» **WORK ITEM**
Sort through the data and copy the lines holding the word "tools".

» **DATA LISTING**
· · ·

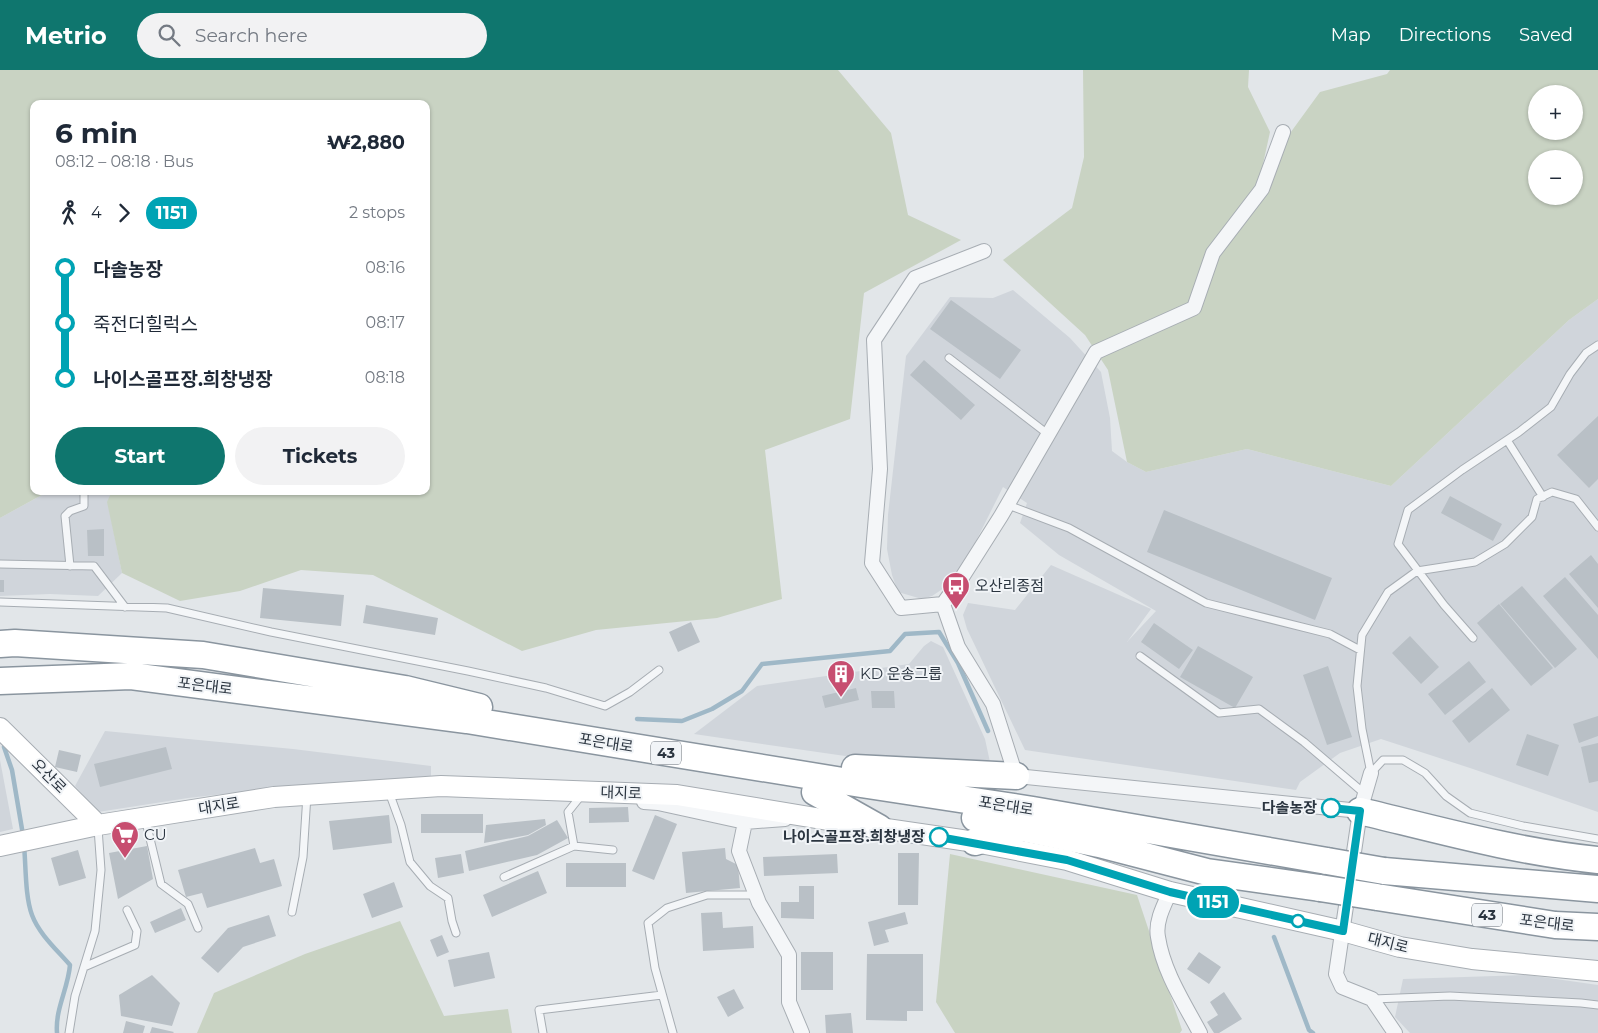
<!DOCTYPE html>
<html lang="en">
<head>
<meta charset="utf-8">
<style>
	body { margin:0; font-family:Montserrat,"Noto Sans KR",sans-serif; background:#f2f2f3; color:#1f2937; height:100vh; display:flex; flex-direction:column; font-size:19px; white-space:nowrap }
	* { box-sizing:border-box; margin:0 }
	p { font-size:16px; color:#747a83 }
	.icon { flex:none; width:28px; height:28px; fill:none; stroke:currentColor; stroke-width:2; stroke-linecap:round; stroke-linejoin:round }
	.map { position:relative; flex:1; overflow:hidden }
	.panel { position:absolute; left:30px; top:30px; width:400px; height:395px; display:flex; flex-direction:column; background:#fff; border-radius:10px; box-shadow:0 1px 4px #0004 }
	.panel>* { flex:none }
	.badge { padding:0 10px; border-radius:16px; font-size:18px; line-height:32px }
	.tools { position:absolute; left:1528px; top:15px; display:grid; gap:10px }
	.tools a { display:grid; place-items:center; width:55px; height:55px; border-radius:50%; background:#fff; box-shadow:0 1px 4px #0004; font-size:25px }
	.map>.badge { position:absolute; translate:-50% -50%; box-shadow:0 0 0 2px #fff }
	.legs { display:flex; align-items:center; gap:8px; height:55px; padding:0 25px; font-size:16px }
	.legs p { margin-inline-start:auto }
	.overview { display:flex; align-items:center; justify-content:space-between; height:85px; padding:0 25px }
	h1 { font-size:28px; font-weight:700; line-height:38px }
	.cta { display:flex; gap:10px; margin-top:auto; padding:10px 25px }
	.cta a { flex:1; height:58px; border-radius:30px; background:#0f766e; color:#fff; font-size:20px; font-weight:700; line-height:58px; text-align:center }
	.cta a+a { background:#f2f2f3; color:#1f2937 }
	ul { padding:0 25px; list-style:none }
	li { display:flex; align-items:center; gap:18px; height:55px; font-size:19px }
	li i { display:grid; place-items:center; width:8px; height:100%; margin:0 6px; background:currentColor }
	li i::after { content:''; width:12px; height:12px; margin:-6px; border:4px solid; border-radius:50%; background:#fff }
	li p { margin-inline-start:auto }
	li:first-child i { background:linear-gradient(#0000 50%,currentColor 0) }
	li:last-child i { background:linear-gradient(currentColor 50%,#0000 0) }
	header { display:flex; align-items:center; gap:30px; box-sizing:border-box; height:70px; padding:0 25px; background:#0f766e; color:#fff }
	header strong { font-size:24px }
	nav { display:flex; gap:28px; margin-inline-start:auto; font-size:18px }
	.search { width:350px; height:45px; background:#f2f2f3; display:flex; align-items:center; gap:12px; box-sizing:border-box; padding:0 18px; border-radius:28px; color:#747a83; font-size:19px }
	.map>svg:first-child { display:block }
	.built { fill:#d0d5db }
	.green { fill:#c9d3c3; fill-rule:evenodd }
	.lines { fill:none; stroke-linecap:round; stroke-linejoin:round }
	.stream { stroke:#9fb8c7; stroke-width:4.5 }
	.building { fill:#b9c0c6 }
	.lane-casing { stroke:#a7adb3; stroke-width:9 }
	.street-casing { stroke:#a7adb3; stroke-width:16 }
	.secondary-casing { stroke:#a7adb3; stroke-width:22 }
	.highway-casing { stroke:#8a959f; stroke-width:29 }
	.lane { stroke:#f4f6f8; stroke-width:7 }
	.street { stroke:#f4f6f8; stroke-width:14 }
	.secondary { stroke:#fff; stroke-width:20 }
	.highway { stroke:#fff; stroke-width:26 }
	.highway-bridge-casing { stroke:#8a959f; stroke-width:29; stroke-linecap:butt }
	.highway-bridge { stroke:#fff; stroke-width:26 }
	.line-1-casing { stroke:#fff; stroke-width:11 }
	.line-1 { stroke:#00a3b4; stroke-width:8 }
	.stop-1-dot { fill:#fff; stroke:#00a3b4; stroke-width:2.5 }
	.labels { text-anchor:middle; stroke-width:4; stroke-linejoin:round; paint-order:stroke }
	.shield { fill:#f1f4f7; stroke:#666e77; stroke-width:1 }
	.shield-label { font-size:14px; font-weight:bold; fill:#2b3540 }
	.poi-label { font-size:15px; fill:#2b3540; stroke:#f1f4f7; text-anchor:start }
	.street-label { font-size:15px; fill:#2b3540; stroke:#f1f4f7 }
	.stop-label { font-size:15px; font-weight:bold; fill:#2b3540; stroke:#f1f4f7; text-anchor:end }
</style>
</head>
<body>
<header>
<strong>Metrio</strong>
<div class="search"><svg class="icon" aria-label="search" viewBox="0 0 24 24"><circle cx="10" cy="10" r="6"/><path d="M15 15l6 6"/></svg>Search here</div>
<nav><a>Map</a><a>Directions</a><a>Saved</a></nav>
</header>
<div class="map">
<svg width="1598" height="963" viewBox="0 0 1598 963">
	<rect width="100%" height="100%" fill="#e2e6e9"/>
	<path class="built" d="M1013,220l57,48 31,34 9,46 2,33 15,11 19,10 101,-23 144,37 178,-166 29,-21v513l-128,-44 -89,-29 -41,14 -40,29 -4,8 -271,-40 -58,-121 -4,-14 5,-12 47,7 36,-45 100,44 -24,33 29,-31 -97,-56 -39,-32 7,-20 -24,-16 -42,84 -14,15 -15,10 -10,3 -24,-7 -6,-17 -5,-26 1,-34 18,-159 44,-59 43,1z
		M49,421h63l-4,12 14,70 -24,23 -48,-2 -50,2v-78z
		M931,571l12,6 42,92 5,23 -131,-4 -165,-24 63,-48 152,-22 15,-18z
		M105,661l188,18 138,17v10l-146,11 -97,11 -90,14 -23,-26z
		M0,690l13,69 -13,3z
		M1528,905l70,10v48h-188l-15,-16 8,-38z"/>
	<path class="green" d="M0,0h838l53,63 17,82 53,25 -97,53 -14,126 -85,31 17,149 -65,19 -121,12 -74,21 -149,-76 -72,-5 -61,21 -60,10 -58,-28 -15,-71 5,-11h314v-387h-392v387h15l-49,27z
		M1083,0h166l-1,17 22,45 -9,41 59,-81 67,-18 3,-4h208v229l-29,21 -178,166 -144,-37 -101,23 -19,-10 -19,-92 -23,-35 -82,-75 69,-52 12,-51zM1536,24h38v37h-38zM1536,89h38v37h-38z
		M950,784l187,41 45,135 -2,3h-225l-19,-31z
		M400,851l44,95 64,-7 4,24h-315l17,-40 91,-39z"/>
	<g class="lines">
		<path class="stream" d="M637,649l45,2 30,-12 30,-18 20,-27 128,-13 15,-17 34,-2 19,31 30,68
			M4,677l8,23 11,65
			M24,775c2,22 1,51 8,70 7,19 25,35 38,50 -2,24 -15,44 -13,68
			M1274,867l35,93 4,3"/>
	</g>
	<path class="building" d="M951,230l70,50 -21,29 -70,-50z
		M924,290l51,45 -14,15 -51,-45z
		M1598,346v63l-9,9 -32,-33z
		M1450,426l52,28 -9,17 -52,-28z
		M1164,440l168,68 -17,42 -168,-68z
		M104,459v27h-16l-1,-26z
		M1591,485l7,9v44l-29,-34z
		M1565,507l33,38v44l-55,-63z
		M0,510h4v12h-4z
		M1522,516l55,63 -22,19 -55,-64z
		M263,518l81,7 -3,31 -81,-8z
		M1499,534l54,64 -22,18 -54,-63z
		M366,535l72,13 -3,17 -72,-12z
		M691,552l9,20 -22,10 -9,-20z
		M1154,553l39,27 -14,19 -38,-27z
		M1410,566l29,31 -18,17 -29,-31z
		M1198,576l55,31 -18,31 -55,-31z
		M1469,591l17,21 -41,33 -17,-21z
		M1328,596l24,71 -25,8 -24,-70z
		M856,618l3,12 -34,8 -3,-12z
		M1492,618l18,22 -41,33 -17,-22z
		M871,621h23l1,17h-23z
		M1598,646v20l-19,7 -6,-19z
		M1527,664l32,11 -11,31 -32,-11z
		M1598,673v38l-9,2 -8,-36z
		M166,677l6,22 -72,18 -6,-23z
		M59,680l22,5 -4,17 -22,-5z
		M628,737l1,15 -40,1v-15z
		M421,744h62v19h-62z
		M389,745l3,28 -59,7 -4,-29z
		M655,745l22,9 -23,56 -22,-9z
		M545,749l1,6 -18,10 -44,8 2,-18z
		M557,750l11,18 -31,17 -68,16 -4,-20 63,-15z
		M147,776l6,33 -35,20 -9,-46z
		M255,778l5,15 14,-4 8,27 -75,22 -5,-15 -16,4 -8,-27z
		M725,778l1,11 12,6 2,23 -54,5 -4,-41z
		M78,780l8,28 -27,8 -8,-28z
		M898,783h21l-1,52h-20z
		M461,784l3,19 -26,5 -3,-20z
		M837,784l1,19 -74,3 -1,-19z
		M566,793h60v24h-60z
		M538,801l9,22 -55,24 -9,-22z
		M394,812l9,25 -31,11 -9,-24z
		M799,816h15v33l-33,-1v-16h18z
		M181,838l5,12 -31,13 -5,-11z
		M722,842l1,16 30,-2 1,22 -51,3 -2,-38z
		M905,842l3,12 -23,6 4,12 -15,4 -6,-24z
		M269,845l7,21 -33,11 -25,26 -17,-15 27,-30z
		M442,865l7,17 -12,5 -7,-17z
		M489,882l6,26 -41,9 -6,-27z
		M801,882h32v38h-32z
		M1199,882l22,15 -12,17 -22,-15z
		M867,884h56v57h-16v10l-41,-1z
		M152,905l28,28 -8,23 -51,-10 -2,-21z
		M734,919l10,19 -16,9 -11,-20z
		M1224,922l18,27 -23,14h-5l-7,-11 11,-7 -8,-13z
		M851,943l2,20h-27l-1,-18z
		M126,951l19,5 -2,7h-20z
		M152,957l22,5 -1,1h-23z"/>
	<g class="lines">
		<defs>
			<path id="lane" d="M949,288l100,77
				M1507,370l36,57
				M1008,435l61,23 137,75 124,31 30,16
				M0,494l94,2 31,41
				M70,496l-5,-50 5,-5 14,-5v-15
				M0,532l167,6 104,24 197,39 78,17 59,18 25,-14 29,-22
				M1473,568l-29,-33 -46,-61 10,-34 54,-40 57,-38 32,-25 19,-33 16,-21 12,-8
				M1140,586l79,57 40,-4 45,33 61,52
				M1371,703l-9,-44 -5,-43 5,-51 26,-43 29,-21 58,-9 30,-18 27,-27 5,-18 15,-7 24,7 22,28
				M1371,703l12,-13h20l22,13 21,23 24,17 53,13 75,13
				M389,722l12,33 9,37 20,24 18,12 4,23 4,12
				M580,727l-12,15 6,34 39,4
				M145,748l16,66 27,20 10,24
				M504,807l70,-31
				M292,842l11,-55 4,-62
				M84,897l51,-22 2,-14 -10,-21
				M1373,929l77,-3 131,7 17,2
				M69,963l6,-37 20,-65 6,-61 -3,-42
				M543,963l-4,-23 123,-15
				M673,963l-18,-65 -7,-45 19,-15 40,-13h48"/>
			<path id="street" d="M984,181l-69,27 -41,62 6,129 -8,94 29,45 42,-4 15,43 35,57 23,72 344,35
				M943,534l18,-25 40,-63 95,-164 98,-44 19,-55 49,-64 21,-57
				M1371,703l-11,38 -24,163 6,13 30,12 23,34
				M644,732l14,1 87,19 40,-3
				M745,752l-6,29 20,52 30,52v47l13,31
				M1170,822c-6,13 -15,30 -12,45 5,34 26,66 42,96"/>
			<path id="secondary" d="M0,658l98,97
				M0,776l98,-21 176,-28 167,-11 236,9 163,27 135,20 92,18 103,32 173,39 57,16 72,12 126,12"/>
			<path id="highway" d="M0,574l15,-1 188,12 202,34 74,18
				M0,611l131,-5 336,44 394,64 172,26 294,51
				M855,698l161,8
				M815,722l64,36
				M1360,741c79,19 157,41 238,49
				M975,748l124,26 108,28 113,16
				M975,772l44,-14
				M1384,801l214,18
				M1377,827l178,28 43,2"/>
		</defs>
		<use href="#lane" class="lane-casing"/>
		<use href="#street" class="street-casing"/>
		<use href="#secondary" class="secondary-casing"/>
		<use href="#highway" class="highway-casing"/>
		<use href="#lane" class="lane"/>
		<use href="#street" class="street"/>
		<use href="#secondary" class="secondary"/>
		<use href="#highway" class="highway"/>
		<defs>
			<path id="highway-bridge" d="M1327,791l57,10
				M1320,818l57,9"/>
		</defs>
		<use href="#highway-bridge" class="highway-bridge-casing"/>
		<use href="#highway-bridge" class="highway-bridge"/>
	</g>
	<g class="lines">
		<defs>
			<path id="line-1" d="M939,767l128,23 103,32 173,39 17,-120 -29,-3"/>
		</defs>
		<use href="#line-1" class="line-1-casing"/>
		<use href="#line-1" class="line-1"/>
	</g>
	<defs>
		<symbol id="bus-pin" viewBox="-11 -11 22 30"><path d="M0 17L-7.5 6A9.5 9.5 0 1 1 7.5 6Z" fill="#c74e70" stroke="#f1f4f7"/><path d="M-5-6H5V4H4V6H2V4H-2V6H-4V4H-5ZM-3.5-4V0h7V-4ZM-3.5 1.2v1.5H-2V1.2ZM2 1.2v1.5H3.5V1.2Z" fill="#fff"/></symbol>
		<symbol id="building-pin" viewBox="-11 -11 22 30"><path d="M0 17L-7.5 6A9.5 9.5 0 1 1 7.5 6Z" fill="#c74e70" stroke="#f1f4f7"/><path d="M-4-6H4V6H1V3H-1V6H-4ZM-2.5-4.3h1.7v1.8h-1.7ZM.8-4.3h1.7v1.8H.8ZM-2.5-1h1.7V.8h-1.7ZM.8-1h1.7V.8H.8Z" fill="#fff"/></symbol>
		<symbol id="supermarket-pin" viewBox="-11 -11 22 30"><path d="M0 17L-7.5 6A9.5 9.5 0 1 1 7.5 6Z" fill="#c74e70" stroke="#f1f4f7"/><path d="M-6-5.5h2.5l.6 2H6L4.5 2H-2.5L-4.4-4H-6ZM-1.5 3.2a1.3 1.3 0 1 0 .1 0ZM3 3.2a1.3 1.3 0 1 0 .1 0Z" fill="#fff"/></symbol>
	</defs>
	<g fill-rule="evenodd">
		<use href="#bus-pin" x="940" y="500" width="32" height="43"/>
		<use href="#building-pin" x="825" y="588" width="32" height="43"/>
		<use href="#supermarket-pin" x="109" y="749" width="32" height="43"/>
	</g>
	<g class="stop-1-dot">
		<circle cx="1331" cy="738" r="9"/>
		<circle cx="939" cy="767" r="9"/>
		<circle cx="1298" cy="851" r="6"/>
	</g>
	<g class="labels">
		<g class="shield">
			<rect x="651" y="671.5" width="30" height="23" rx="4"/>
			<rect x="1472" y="833.5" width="30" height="23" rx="4"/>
		</g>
		<g class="shield-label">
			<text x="666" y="688">43</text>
			<text x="1487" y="850">43</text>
		</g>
		<g class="poi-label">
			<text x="975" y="521">오산리종점</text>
			<text x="860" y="609">KD 운송그룹</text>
			<text x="144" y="770">CU</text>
		</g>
		<g class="street-label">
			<text transform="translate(205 616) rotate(7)" y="5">포은대로</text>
			<text transform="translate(606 673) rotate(9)" y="5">포은대로</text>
			<text transform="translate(49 706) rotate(45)" y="5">오산로</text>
			<text transform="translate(621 723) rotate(2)" y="5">대지로</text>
			<text transform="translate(219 736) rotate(-9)" y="5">대지로</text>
			<text transform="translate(1006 736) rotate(9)" y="5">포은대로</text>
			<text transform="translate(1547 853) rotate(7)" y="5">포은대로</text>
			<text transform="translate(1388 873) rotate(14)" y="5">대지로</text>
		</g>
		<g class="stop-label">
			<text x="1317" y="743">다솔농장</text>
			<text x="925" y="772">나이스골프장.희창냉장</text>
		</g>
	</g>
</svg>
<div class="tools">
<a>+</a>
<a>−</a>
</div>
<b class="badge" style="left:1213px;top:832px;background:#00a3b4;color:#fff">1151</b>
<section class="panel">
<div class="overview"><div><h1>6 min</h1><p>08:12 – 08:18 · Bus</p></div><b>₩2,880</b></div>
<div class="legs"><svg class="icon" aria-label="walk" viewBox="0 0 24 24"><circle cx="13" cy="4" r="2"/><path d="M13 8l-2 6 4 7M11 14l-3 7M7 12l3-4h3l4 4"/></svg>4<svg class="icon" aria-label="forward" viewBox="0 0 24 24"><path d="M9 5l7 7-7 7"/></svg><b class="badge" style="background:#00a3b4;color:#fff">1151</b><p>2 stops</p></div>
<ul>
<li><i style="color:#00a3b4"></i><b>다솔농장</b><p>08:16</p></li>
<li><i style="color:#00a3b4"></i><span>죽전더힐럭스</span><p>08:17</p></li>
<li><i style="color:#00a3b4"></i><b>나이스골프장.희창냉장</b><p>08:18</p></li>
</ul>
<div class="cta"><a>Start</a><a>Tickets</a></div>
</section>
</div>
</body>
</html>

· · ·

» **WRITTEN RESPONSE**
	.tools { position:absolute; left:1528px; top:15px; display:grid; gap:10px }
	.tools a { display:grid; place-items:center; width:55px; height:55px; border-radius:50%; background:#fff; box-shadow:0 1px 4px #0004; font-size:25px }
<div class="tools">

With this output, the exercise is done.